(Bloomberg) — India pledged to spend more to fire up the key engines of growth in Asia’s third-largest economy, as it stages a world-beating recovery from the pandemic.
Finance Minister Nirmala Sitharaman proposed increasing the size of the economy’s annual spending to 39.5 trillion rupees ($529 billion) to support growth plans for the year beginning April.
Capital expenditure is budgeted to rise significantly once again — by 35% — to 7.5 trillion rupees, she said.
That will leave her with a budget shortfall equivalent to 6.4% of gross domestic product, wider than the median 6.1% seen in a Bloomberg survey.
The government will end the current financial year with a deficit of 6.9% of GDP against a targeted 6.8%, she said.
“This budget continues to provide impetus for growth,” she said in Parliament in New Delhi on Tuesday.
Indian bonds fell, with the yield on benchmark 10-year notes rising by as much as nine basis points after she targeted a higher budget deficit for next fiscal year. Benchmark stocks were trading up 1.6%.

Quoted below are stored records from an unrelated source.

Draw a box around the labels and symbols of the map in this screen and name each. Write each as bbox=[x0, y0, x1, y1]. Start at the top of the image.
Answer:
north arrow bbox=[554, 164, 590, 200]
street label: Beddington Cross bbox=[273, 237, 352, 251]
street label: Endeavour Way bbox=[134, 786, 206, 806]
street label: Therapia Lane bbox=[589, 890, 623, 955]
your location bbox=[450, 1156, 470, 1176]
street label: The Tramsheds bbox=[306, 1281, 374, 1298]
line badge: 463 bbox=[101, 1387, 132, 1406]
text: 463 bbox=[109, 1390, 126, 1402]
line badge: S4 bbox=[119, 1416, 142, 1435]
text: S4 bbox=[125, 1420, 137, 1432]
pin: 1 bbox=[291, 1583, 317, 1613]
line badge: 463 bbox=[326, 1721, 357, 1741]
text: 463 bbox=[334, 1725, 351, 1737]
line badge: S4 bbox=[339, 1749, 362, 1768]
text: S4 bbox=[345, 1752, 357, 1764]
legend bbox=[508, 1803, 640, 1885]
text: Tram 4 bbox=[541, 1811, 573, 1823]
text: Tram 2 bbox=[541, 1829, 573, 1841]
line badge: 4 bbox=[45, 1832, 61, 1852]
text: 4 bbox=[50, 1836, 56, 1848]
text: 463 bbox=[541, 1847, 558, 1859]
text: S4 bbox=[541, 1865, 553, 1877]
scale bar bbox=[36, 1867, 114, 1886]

The budget is one of the most keenly watched economic events with businesses, investors and India’s 1.4 billion people looking to it for direction on policy and spending priorities.
Boosting government expenditure on infrastructure, creating jobs and increasing productivity are key to the country’s sustained recovery from the pandemic-induced contraction last fiscal year.
Gross domestic product is seen growing by 9.2% — the quickest rate among major economies — in the current year ending March, with her ministry expecting the performance to be repeated in the next year with an estimated 8%-8.5% expansion.
Sitharaman, who has increasingly turned to income from state-asset sales to fund her budget, said the proposals will directly benefit the country’s youth, women, farmers, as well as public and private investment.
She expects to shortly complete the listing of Life Insurance Corp.
of India, which could replenish the state’s coffers by as much as $10 billion if the government sells a 5% stake. That will provide the administration with funds needed to boost capital spending.
The budget’s “approach is driven by seven engines,” Sitharaman said, listing roads, railways, airports, ports, mass transport, waterways and logistics infrastructure as the key areas.
“All seven engines will pull forward the economy in unison” complemented by energy transmission, IT communication, water and sewerage sector and social infrastructure, she said.